→ **YOUR GOAL**: In the records that follow, locate every line with "linecap" and extract it.

*** Opening EXCERPTED RECORDS ***

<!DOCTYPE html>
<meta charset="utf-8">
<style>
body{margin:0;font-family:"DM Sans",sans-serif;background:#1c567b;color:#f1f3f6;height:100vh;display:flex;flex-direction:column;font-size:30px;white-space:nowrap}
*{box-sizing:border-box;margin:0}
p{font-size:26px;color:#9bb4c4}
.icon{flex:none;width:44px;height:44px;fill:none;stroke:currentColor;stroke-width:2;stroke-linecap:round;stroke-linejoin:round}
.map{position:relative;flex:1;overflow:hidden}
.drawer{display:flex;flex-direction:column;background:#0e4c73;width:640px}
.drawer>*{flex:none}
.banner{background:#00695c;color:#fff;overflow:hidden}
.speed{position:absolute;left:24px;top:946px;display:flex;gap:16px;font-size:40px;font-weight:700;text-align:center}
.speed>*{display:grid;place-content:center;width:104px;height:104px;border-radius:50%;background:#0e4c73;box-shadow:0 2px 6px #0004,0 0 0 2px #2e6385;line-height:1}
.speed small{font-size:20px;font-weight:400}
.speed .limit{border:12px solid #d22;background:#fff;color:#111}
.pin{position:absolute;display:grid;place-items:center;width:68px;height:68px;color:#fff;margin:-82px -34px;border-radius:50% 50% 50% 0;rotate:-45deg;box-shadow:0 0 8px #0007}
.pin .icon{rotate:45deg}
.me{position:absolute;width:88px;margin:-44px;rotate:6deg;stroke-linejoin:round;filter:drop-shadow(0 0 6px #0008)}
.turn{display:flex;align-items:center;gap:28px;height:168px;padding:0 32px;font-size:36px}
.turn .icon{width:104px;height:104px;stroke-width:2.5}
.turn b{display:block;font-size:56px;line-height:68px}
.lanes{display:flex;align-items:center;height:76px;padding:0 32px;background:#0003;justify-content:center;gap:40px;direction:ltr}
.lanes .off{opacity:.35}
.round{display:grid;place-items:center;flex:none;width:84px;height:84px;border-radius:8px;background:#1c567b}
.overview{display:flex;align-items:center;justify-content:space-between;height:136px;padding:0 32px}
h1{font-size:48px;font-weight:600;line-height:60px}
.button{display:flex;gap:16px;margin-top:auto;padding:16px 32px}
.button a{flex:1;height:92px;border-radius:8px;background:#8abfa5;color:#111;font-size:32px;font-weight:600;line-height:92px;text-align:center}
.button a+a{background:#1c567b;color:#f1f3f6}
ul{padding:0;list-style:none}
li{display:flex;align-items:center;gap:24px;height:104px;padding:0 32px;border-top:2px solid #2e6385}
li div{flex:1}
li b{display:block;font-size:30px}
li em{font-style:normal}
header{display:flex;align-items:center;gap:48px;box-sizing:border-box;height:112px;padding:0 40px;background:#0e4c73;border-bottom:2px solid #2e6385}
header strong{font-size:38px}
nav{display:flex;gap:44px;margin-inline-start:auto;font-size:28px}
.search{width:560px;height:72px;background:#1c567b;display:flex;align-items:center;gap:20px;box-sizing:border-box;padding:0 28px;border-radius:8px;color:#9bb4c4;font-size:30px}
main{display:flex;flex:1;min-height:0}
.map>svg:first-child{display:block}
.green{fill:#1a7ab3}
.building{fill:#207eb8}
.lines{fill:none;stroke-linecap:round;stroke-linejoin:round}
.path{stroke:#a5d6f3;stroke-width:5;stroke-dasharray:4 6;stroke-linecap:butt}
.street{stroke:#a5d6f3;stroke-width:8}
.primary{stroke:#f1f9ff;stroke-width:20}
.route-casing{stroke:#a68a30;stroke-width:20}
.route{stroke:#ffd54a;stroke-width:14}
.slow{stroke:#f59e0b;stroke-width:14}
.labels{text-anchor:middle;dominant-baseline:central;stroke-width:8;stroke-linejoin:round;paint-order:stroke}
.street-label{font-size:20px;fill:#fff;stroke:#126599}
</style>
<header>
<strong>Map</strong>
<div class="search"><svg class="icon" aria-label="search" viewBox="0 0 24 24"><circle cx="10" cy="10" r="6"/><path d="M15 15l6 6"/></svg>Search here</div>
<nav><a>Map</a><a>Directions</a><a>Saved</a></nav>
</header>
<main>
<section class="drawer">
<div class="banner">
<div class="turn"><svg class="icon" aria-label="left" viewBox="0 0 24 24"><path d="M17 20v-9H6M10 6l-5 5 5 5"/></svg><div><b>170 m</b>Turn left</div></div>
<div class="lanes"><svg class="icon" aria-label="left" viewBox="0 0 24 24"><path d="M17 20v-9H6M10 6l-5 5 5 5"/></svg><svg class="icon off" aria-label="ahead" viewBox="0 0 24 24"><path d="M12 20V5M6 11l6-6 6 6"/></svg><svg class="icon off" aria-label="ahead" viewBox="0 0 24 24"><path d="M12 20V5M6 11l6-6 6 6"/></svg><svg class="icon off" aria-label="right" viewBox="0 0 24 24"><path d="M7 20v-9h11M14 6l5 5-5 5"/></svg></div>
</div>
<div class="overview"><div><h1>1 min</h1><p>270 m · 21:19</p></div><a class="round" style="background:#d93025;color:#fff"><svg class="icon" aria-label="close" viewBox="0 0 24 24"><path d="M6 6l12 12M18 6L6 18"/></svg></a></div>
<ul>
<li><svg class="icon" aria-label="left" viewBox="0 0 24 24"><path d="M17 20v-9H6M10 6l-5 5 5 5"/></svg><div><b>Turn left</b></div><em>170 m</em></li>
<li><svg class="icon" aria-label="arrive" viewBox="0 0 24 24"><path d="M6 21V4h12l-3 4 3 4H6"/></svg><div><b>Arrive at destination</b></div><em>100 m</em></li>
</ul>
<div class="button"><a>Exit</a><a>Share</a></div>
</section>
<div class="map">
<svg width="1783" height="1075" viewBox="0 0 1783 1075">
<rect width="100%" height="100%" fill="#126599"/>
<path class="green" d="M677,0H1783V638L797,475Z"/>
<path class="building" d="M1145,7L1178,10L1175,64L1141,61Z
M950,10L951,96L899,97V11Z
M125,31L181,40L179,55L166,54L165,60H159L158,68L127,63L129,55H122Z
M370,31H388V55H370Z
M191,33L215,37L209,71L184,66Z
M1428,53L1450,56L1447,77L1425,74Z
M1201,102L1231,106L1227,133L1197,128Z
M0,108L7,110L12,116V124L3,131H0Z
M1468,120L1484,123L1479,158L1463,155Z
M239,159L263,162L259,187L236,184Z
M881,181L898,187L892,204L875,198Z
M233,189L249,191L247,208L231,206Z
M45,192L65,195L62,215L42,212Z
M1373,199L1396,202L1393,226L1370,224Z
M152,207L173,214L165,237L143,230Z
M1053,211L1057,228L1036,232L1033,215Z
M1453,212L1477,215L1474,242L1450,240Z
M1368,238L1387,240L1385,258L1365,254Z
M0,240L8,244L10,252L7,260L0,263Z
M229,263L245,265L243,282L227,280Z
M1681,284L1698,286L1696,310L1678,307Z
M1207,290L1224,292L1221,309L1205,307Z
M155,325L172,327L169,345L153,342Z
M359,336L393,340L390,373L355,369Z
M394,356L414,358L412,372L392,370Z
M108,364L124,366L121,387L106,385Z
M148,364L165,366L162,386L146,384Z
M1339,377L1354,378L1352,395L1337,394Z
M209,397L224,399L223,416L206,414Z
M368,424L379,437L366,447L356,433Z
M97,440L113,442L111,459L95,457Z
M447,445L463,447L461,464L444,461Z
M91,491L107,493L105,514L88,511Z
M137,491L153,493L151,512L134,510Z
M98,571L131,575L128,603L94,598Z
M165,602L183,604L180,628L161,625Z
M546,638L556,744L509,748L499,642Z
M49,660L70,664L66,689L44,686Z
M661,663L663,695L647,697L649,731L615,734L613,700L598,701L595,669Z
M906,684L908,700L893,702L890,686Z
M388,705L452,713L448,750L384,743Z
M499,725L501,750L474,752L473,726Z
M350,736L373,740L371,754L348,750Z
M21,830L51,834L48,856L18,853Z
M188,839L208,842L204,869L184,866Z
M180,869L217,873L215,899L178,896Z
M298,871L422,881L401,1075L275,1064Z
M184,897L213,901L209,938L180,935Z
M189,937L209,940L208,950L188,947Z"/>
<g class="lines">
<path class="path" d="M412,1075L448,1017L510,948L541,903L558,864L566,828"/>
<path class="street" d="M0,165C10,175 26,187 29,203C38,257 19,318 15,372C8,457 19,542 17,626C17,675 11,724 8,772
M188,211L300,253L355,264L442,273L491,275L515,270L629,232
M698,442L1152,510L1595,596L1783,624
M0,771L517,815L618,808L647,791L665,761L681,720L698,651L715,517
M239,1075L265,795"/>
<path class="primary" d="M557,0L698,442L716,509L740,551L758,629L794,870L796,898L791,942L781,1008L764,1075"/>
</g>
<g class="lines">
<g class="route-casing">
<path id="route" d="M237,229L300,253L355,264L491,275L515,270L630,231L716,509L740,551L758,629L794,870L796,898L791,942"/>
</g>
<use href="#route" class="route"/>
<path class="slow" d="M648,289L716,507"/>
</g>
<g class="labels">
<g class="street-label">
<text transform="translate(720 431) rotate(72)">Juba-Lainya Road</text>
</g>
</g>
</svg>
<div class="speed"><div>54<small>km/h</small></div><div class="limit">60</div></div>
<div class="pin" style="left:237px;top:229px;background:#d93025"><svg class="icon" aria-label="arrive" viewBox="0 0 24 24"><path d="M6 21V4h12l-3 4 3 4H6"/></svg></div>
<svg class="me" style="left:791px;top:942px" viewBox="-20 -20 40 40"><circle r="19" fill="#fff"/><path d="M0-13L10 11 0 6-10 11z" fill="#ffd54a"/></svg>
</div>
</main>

*** Closing EXCERPTED RECORDS ***

→ **FINISHED EXERCISE**:
.icon{flex:none;width:44px;height:44px;fill:none;stroke:currentColor;stroke-width:2;stroke-linecap:round;stroke-linejoin:round}
.lines{fill:none;stroke-linecap:round;stroke-linejoin:round}
.path{stroke:#a5d6f3;stroke-width:5;stroke-dasharray:4 6;stroke-linecap:butt}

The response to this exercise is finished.